So, in order to redeem the "Settlement" you have to buy a new zip product directly from iomega. Iomega's store overcharges by quite a bit ... an external zip 100mb drive is $114 from them, $74 from the lowest place on pricewatch. Great, I'll get right on that order guys.
I'd disagree with that somewhat. It's a lot less of a hassle to turn a floppy into a boot disk than it is to burn a CD. And rescue floppies are anything but useless.
Since you are talking about the resgistry, I'm guessing you are a windows-only human (altho, I could be wrong). However, floppy utilities such as Tom's Root Boot are an invaluable resource for Linux users.

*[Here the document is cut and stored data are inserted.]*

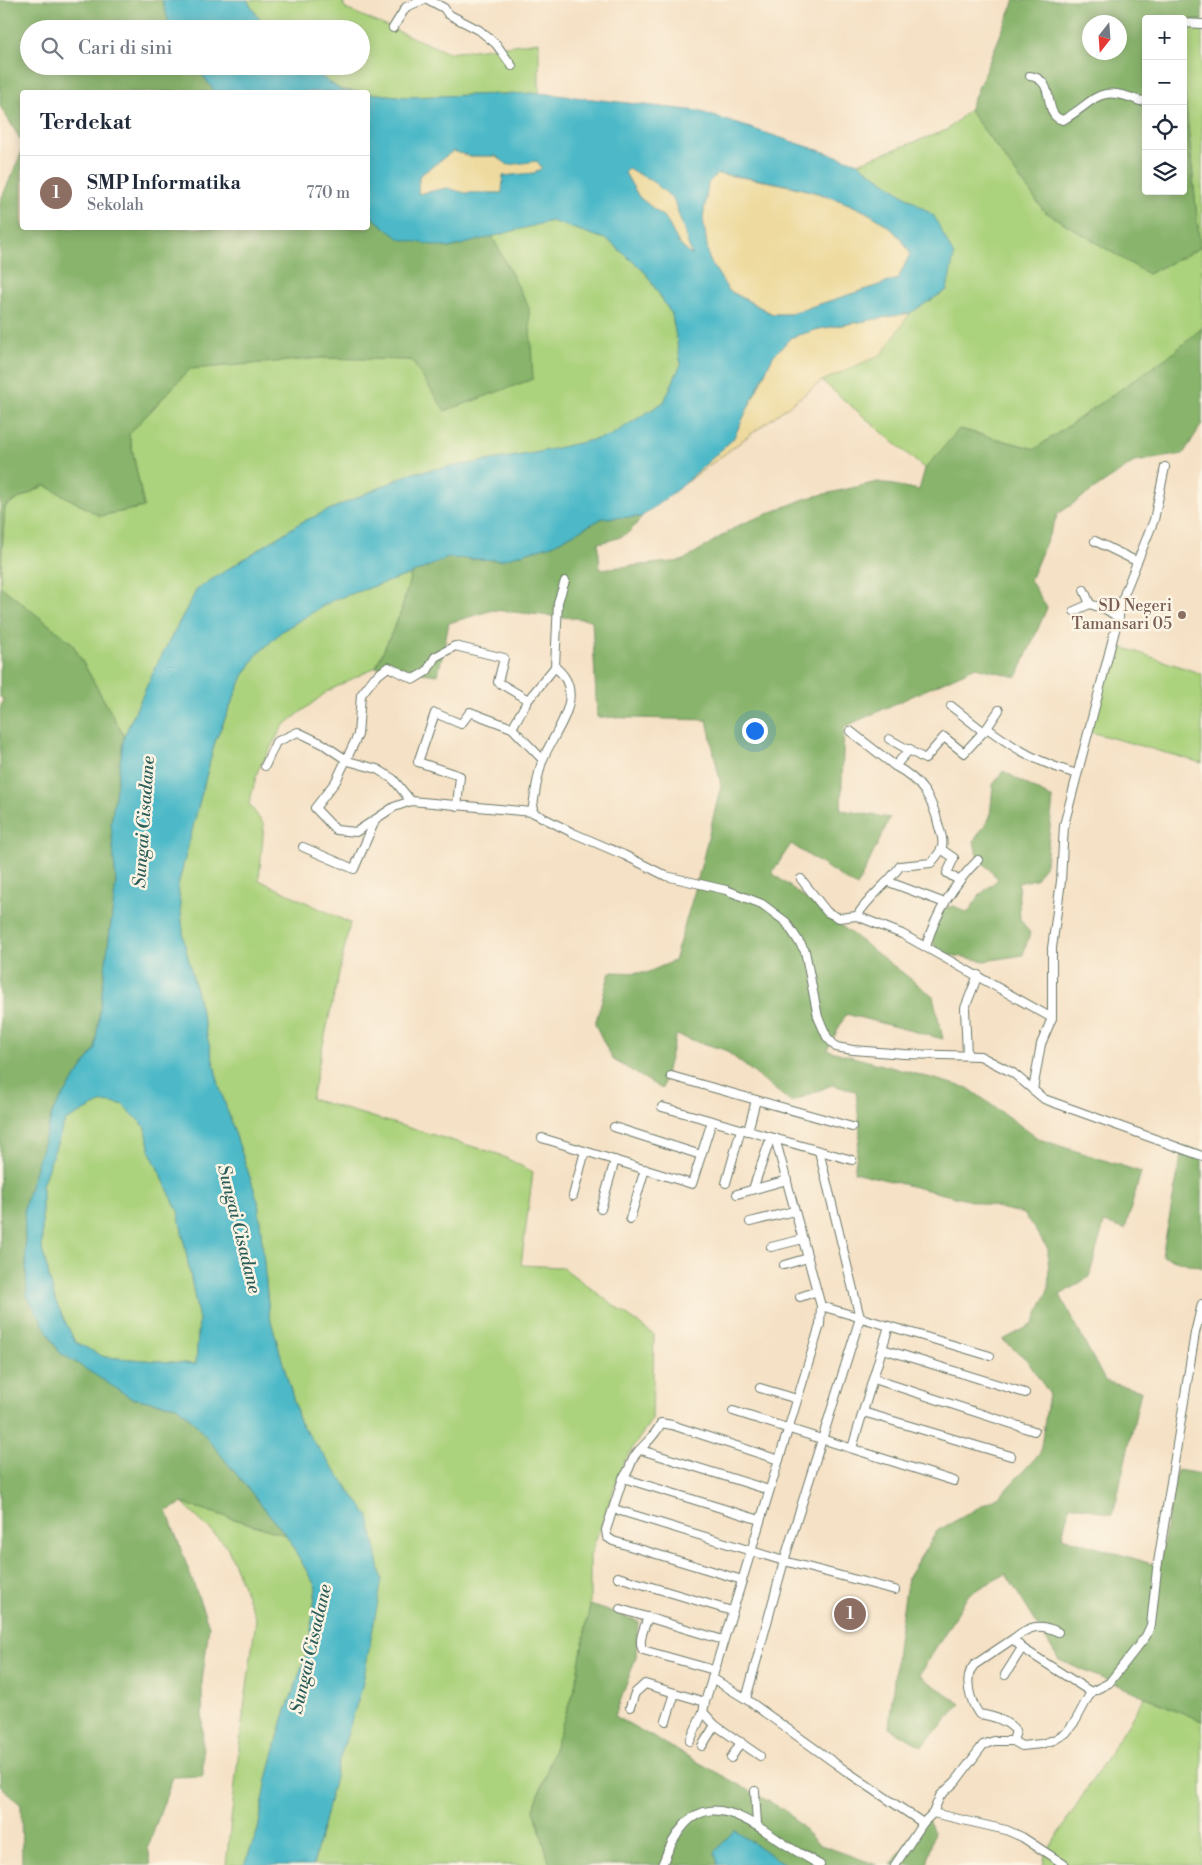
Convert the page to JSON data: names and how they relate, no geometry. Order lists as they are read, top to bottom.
{
  "water": ["Sungai Cisadane"],
  "places": ["SD Negeri Tamansari 05"],
  "north": "bottom",
  "page": {
    "map_buttons": ["+", "−"],
    "search": "Cari di sini",
    "heading": "Terdekat",
    "list": [
      {
        "mark": "1",
        "name": "SMP Informatika",
        "note": "Sekolah",
        "value": "770 m"
      }
    ],
    "pins": "1"
  }
}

As a bit of an aside, I recently purchased a G4 for use in my music pursuits. It doesn't have a floppy. Which wouldn't be so bad, except for the fact that the opcode drivers only ship on floppies, making it a bit of a hassle to load them onto the G4 (assuming I ever find the damn things in this appartment of mine).

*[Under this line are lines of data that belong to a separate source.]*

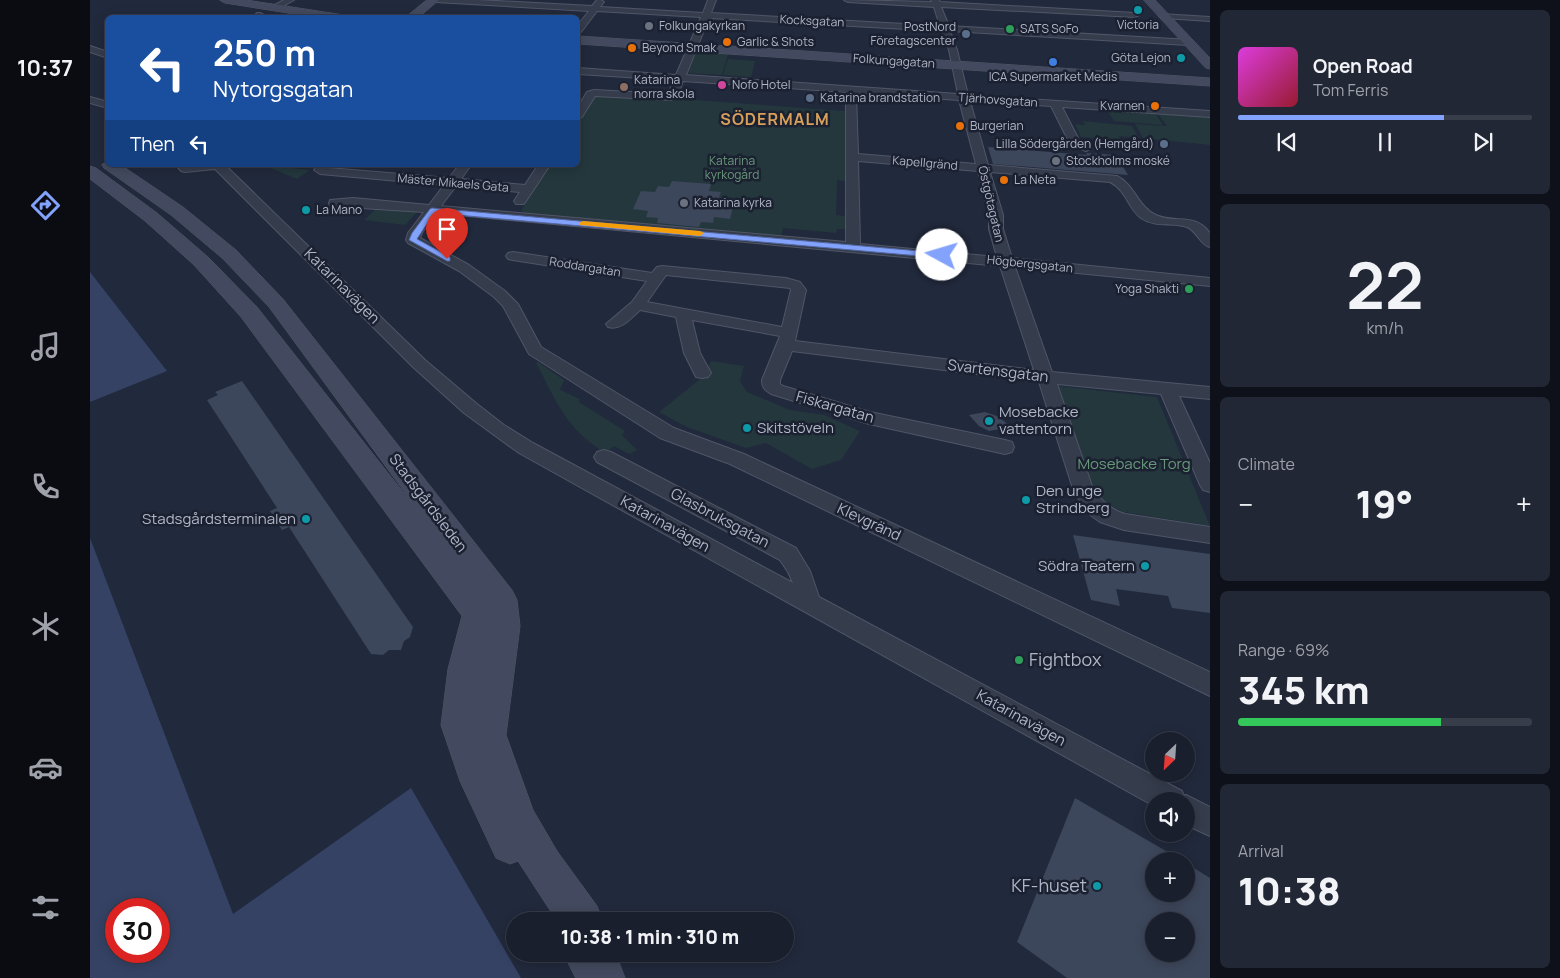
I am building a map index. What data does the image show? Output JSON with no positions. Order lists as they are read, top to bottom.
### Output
{
  "streets": {
    "street": [
      "Kocksgatan",
      "Folkungagatan",
      "Tjärhovsgatan",
      "Kapellgränd",
      "Mäster Mikaels Gata",
      "Östgötagatan",
      "Högbergsgatan",
      "Roddargatan",
      "Katarinavägen",
      "Svartensgatan",
      "Fiskargatan",
      "Stadsgårdsleden",
      "Glasbruksgatan",
      "Klevgränd"
    ]
  },
  "crossings": [
    ["Kocksgatan", "Östgötagatan"],
    ["Folkungagatan", "Östgötagatan"],
    ["Tjärhovsgatan", "Östgötagatan"],
    ["Kapellgränd", "Östgötagatan"],
    ["Östgötagatan", "Högbergsgatan"],
    ["Östgötagatan", "Svartensgatan"],
    ["Högbergsgatan", "Klevgränd"],
    ["Roddargatan", "Fiskargatan"],
    ["Katarinavägen", "Glasbruksgatan"],
    ["Svartensgatan", "Fiskargatan"]
  ],
  "districts": ["SÖDERMALM"],
  "parks": ["Katarina kyrkogård", "Mosebacke Torg"],
  "places": [
    "Victoria",
    "Folkungakyrkan",
    "SATS SoFo",
    "PostNord Företagscenter",
    "Garlic & Shots",
    "Beyond Smak",
    "Göta Lejon",
    "ICA Supermarket Medis",
    "Nofo Hotel",
    "Katarina norra skola",
    "Katarina brandstation",
    "Kvarnen",
    "Burgerian",
    "Lilla Södergården (Hemgård)",
    "Stockholms moské",
    "La Neta",
    "Katarina kyrka",
    "La Mano",
    "Yoga Shakti",
    "Mosebacke vattentorn",
    "Skitstöveln",
    "Den unge Strindberg",
    "Stadsgårdsterminalen",
    "Södra Teatern",
    "Fightbox",
    "KF-huset"
  ],
  "north": "bottom left",
  "page": {
    "tabs": "10:37",
    "turn": ["250 m", "Nytorgsgatan"],
    "song": ["Open Road", "Tom Ferris"],
    "then": "Then",
    "tile": [
      ["22", "km/h"],
      "Climate",
      ["Range · 69%", "345 km"],
      ["Arrival", "10:38"]
    ],
    "heat": ["−", "19°", "+"],
    "map_buttons": ["+", "−"],
    "limit": "30",
    "trip": "10:38 · 1 min · 310 m"
  }
}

Speaking of which, have you bought any Maxtor drives lately? They still ship their installation software only on floppies. Presumably this is because there are machines out there that have BIOSes that won't let you boot from CD.
So, altho I think that floppies are a hold-over from previous generations of technology, they do still serve a purpose. And will continue to do so for some time yet.
P.S Does anybody out there happen to have copies of the drivers and software for the Opcode Studio64X? Please, Please, Pretty Please? :)
Been living in a cave at all, recently?
There's such a thing as UDF, packet-writing.. Google is your friend for that shit, it's 2 am here and I'm gonna go to sleep, yeah..
--
SCO employee? Check out the bounty
So don't buy nuclear reactors with a 3 month warranty!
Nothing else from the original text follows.